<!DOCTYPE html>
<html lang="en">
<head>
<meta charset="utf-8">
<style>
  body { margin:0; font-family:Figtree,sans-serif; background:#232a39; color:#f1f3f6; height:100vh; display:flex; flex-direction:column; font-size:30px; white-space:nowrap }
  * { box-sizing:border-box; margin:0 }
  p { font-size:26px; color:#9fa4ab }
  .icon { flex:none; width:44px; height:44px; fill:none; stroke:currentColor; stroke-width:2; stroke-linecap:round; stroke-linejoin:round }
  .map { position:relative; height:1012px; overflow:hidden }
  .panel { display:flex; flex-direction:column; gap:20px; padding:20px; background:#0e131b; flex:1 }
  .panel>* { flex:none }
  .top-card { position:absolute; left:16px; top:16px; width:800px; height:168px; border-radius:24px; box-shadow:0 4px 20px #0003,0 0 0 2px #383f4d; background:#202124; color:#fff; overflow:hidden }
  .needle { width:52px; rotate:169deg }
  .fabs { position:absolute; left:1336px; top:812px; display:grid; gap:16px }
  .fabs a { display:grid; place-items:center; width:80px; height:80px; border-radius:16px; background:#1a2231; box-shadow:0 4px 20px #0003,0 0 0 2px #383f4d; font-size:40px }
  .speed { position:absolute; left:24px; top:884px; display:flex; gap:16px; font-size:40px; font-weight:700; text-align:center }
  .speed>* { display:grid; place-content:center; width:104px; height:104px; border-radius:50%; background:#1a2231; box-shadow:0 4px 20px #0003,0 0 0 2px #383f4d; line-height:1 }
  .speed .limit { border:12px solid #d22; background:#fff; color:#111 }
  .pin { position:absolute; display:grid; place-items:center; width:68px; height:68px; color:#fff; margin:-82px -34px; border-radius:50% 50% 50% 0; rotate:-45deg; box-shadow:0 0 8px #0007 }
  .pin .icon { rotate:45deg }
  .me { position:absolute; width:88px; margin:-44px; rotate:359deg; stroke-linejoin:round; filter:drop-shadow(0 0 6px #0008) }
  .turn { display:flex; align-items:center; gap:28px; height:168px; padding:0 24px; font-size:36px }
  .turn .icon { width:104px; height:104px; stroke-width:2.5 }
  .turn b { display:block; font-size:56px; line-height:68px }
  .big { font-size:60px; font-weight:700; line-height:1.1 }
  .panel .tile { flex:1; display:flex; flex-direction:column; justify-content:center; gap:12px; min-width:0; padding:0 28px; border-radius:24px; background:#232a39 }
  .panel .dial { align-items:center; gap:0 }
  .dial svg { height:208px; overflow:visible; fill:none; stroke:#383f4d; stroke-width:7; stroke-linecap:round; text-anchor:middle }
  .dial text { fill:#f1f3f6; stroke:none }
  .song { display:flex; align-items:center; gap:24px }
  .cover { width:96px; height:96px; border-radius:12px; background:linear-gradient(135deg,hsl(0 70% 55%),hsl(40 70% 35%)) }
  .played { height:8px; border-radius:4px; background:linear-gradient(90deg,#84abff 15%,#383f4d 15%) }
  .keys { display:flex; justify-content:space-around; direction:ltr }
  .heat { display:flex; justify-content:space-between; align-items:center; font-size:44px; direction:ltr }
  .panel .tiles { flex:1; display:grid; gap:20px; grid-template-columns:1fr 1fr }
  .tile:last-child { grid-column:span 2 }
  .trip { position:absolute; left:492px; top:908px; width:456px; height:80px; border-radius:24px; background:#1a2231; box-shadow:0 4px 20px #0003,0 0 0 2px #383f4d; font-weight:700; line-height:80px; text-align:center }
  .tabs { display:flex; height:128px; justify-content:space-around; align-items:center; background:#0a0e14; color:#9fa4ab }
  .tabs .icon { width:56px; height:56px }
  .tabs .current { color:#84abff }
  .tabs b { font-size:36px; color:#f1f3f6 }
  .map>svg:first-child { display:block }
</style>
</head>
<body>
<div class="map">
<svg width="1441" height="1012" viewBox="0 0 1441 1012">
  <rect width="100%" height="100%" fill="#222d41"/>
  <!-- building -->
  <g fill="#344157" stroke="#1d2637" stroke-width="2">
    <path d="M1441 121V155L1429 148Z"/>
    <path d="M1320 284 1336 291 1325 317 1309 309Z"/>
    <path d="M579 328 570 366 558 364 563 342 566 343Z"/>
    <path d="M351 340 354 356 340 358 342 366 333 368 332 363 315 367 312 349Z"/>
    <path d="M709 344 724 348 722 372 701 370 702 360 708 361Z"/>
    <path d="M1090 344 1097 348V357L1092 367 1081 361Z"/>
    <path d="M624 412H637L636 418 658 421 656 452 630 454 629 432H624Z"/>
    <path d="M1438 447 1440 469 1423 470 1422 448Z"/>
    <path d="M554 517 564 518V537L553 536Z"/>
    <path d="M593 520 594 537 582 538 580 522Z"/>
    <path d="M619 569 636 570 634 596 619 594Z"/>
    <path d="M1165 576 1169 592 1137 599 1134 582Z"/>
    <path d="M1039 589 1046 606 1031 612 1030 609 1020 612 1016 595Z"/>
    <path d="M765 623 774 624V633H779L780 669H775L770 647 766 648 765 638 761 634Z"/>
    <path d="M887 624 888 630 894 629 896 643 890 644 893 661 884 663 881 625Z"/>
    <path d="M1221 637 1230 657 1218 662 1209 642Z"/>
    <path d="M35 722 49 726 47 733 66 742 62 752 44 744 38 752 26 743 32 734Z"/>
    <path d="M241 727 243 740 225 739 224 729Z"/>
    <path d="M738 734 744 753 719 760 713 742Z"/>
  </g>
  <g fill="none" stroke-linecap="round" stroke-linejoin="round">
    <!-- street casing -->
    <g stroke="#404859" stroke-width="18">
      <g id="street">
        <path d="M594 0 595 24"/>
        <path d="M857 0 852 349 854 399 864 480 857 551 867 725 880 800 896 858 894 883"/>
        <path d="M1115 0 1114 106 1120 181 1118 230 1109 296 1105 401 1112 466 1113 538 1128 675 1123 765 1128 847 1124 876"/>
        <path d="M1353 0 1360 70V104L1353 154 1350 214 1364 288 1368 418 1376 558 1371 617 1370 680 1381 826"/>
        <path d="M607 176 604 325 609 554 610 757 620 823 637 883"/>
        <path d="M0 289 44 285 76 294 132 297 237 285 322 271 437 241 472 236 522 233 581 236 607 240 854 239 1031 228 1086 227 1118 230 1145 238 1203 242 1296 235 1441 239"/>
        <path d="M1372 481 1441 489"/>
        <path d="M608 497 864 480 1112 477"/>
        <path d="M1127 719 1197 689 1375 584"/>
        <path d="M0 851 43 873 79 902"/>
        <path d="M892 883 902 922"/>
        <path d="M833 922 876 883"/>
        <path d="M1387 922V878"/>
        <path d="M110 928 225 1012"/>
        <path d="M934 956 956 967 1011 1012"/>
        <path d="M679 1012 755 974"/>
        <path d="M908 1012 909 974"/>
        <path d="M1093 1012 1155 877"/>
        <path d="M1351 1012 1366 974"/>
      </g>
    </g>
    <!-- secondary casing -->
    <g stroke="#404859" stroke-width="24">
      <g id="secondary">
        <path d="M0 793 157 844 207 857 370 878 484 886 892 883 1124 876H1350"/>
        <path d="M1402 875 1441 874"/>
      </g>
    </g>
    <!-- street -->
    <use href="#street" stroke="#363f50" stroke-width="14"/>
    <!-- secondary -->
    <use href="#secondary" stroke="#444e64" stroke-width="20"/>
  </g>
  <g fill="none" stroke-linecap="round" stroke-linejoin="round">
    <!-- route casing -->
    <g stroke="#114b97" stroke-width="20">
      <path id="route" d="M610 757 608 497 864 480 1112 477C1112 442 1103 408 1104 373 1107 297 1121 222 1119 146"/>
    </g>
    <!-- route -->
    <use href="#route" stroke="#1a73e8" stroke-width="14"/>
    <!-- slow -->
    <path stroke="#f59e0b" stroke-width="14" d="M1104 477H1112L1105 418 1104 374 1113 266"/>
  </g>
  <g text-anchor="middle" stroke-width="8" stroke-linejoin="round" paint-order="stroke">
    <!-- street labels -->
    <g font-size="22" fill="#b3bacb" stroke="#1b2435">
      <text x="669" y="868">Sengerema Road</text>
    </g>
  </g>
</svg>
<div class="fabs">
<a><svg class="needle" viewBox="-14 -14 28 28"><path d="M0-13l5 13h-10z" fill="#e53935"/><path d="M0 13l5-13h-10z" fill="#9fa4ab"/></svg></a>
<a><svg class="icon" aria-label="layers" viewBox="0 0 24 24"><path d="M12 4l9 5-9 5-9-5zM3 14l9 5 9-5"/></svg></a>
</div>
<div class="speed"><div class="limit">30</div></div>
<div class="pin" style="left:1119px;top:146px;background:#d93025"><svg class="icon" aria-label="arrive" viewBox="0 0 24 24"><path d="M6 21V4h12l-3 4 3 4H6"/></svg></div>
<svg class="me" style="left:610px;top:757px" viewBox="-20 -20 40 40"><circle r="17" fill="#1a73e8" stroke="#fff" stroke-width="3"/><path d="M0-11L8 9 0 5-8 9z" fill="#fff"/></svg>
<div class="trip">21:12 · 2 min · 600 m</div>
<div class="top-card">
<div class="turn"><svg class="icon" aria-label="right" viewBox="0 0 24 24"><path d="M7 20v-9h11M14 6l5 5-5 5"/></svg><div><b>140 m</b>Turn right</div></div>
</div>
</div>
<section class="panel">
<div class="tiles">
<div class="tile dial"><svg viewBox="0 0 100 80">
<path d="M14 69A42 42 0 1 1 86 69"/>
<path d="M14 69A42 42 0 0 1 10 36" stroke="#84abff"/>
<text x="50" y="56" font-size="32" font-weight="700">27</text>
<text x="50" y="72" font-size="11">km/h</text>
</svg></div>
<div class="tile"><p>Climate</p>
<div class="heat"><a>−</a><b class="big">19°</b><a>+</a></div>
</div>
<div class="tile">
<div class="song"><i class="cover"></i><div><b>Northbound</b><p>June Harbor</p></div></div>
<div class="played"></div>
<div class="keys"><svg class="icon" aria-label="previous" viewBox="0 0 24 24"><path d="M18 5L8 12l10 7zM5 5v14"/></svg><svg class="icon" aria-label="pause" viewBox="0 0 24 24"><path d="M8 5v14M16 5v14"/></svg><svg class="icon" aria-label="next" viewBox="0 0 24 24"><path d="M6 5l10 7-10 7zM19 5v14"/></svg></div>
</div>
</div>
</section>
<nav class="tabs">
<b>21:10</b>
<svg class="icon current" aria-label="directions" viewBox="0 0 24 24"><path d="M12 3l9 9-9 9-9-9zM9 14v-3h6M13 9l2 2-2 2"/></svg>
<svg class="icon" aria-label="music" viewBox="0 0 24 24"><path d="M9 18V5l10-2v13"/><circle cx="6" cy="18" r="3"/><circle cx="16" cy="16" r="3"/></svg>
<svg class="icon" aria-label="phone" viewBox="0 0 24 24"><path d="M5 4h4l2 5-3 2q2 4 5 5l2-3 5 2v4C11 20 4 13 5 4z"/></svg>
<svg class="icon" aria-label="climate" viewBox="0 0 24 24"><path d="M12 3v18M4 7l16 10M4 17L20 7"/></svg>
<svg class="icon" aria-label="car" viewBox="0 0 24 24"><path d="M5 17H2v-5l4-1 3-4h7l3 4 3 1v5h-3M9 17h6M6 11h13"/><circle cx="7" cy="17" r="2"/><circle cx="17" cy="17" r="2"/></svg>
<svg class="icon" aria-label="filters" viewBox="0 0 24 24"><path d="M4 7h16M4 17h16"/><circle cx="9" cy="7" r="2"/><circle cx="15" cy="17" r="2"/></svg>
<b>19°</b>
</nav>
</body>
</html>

* * *

» What to work on:
In the entries above, how many lines include the word "song"? Give only that number.

» Task result:
2